======== Record set ========
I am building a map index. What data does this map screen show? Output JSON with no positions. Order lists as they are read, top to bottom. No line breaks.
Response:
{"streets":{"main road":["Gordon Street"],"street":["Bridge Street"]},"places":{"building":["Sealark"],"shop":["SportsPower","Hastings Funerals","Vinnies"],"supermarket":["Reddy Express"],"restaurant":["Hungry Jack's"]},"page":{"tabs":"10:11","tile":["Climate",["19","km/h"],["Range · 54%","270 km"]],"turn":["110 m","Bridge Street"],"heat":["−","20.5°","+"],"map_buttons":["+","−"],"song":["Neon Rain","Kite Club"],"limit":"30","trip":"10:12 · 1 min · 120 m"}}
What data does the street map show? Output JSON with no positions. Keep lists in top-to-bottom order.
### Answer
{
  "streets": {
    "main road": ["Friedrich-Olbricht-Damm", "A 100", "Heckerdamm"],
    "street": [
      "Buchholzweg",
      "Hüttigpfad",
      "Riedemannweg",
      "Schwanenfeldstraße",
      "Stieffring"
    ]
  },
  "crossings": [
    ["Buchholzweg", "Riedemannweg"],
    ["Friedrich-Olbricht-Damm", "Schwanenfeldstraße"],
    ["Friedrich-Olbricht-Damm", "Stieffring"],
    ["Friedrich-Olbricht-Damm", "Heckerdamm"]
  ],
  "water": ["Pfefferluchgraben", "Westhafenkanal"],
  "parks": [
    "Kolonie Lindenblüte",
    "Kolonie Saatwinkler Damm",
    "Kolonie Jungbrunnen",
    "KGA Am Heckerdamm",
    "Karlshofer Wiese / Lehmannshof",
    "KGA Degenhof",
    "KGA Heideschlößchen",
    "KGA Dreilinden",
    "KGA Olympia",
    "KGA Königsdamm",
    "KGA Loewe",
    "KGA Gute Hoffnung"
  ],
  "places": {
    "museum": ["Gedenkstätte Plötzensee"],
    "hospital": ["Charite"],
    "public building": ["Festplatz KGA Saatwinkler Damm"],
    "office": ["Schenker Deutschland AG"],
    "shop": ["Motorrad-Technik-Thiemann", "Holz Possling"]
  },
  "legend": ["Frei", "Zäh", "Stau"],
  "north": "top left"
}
========
== Exercise prompt ==
Your answer should consist of each line of the data above in which the word "What" occurs.

== Exercise response ==
I am building a map index. What data does this map screen show? Output JSON with no positions. Order lists as they are read, top to bottom. No line breaks.
What data does the street map show? Output JSON with no positions. Keep lists in top-to-bottom order.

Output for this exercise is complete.